REPRODUÇÃO
As investigações da Polícia Federal sobre um suposto esquema nacional envolvendo operações de crédito consignado colocaram Mato Grosso no centro da apuração após o surgimento do nome da empresa Capital Consig em interceptações telefônicas divulgadas pelo portal UOL. O material, segundo sindicatos que representam servidores estaduais, confirma denúncias que já haviam sido levadas à Justiça em Mato Grosso meses antes da repercussão nacional do caso.
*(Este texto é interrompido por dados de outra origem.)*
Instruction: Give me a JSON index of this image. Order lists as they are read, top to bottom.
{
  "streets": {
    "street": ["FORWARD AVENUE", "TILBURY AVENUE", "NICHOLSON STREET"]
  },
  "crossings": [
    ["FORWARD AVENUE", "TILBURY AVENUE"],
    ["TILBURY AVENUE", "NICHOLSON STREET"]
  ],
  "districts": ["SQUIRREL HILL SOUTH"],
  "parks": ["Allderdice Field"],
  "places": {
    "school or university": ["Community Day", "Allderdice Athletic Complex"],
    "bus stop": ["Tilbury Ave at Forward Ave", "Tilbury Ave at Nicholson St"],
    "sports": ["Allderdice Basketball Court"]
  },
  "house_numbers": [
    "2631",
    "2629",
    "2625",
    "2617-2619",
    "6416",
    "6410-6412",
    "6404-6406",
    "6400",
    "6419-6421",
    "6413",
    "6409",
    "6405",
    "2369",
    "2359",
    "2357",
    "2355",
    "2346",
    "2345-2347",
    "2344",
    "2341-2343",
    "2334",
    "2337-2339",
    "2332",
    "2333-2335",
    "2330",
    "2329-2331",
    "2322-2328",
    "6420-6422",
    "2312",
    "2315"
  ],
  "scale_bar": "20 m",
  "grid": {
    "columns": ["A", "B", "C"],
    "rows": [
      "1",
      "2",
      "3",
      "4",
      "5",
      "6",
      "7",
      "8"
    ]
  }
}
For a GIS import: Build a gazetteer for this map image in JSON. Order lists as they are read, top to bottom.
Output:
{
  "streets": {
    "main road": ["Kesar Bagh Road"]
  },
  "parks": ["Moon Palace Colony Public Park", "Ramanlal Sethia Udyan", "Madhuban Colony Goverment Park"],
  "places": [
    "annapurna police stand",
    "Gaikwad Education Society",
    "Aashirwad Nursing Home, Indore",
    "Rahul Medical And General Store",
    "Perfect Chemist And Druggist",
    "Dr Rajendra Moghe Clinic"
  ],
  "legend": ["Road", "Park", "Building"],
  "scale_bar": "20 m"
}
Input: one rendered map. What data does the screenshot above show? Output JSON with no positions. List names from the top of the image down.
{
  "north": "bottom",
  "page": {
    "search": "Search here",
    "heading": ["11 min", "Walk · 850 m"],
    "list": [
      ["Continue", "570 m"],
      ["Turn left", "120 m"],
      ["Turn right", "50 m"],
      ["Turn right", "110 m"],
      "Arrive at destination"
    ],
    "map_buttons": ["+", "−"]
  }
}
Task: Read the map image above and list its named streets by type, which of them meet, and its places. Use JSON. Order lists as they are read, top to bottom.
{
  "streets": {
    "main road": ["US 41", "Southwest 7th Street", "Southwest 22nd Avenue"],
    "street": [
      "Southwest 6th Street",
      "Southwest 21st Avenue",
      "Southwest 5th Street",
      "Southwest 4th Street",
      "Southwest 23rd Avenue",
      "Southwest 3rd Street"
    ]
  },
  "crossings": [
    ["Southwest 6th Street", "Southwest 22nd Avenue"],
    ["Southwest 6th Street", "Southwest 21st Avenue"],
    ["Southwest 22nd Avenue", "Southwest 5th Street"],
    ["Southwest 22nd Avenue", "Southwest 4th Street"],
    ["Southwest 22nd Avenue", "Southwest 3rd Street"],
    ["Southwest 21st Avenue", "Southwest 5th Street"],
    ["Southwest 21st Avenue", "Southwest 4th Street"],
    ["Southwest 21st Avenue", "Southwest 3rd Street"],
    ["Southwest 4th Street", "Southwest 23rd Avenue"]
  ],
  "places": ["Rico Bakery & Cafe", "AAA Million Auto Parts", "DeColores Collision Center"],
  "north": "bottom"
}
A Federação dos Servidores Públicos de Mato Grosso (FESSP-MT) e outros seis sindicatos sustentam que as fraudes envolvendo descontos indevidos nos contracheques já eram alvo de uma Ação Civil Pública movida na Justiça estadual. O processo resultou na retenção de valores ligados às empresas investigadas e também na suspensão de descontos considerados ilegais nas folhas salariais de servidores.
O novo elemento apresentado pelas investigações federais é a menção direta à Capital Consig em diálogos interceptados pela Polícia Federal durante a apuração do esquema. Em uma das conversas transcritas no inquérito, um operador orienta um funcionário da fintech Cartos sobre a separação de CPFs ligados às operações investigadas.
“Consegue excluir aqueles da Cartos e da Capital Consig? Acho que ficam 116, né?”, diz o trecho atribuído aos investigados.
Para o escritório AFG & Taques, responsável pela defesa das entidades sindicais, a gravação fortalece a tese já apresentada no processo coletivo em Mato Grosso de que Capital Consig e Cartos atuariam de forma interligada nas operações de crédito consignado.
Relatórios produzidos pela força-tarefa criada pelo Governo de Mato Grosso para investigar práticas abusivas em consignados apontaram, ainda em 2025, que entre 50% e 54,3% dos contratos atribuídos à Capital Consig tinham, na prática, a fintech Cartos como credora vinculada às operações.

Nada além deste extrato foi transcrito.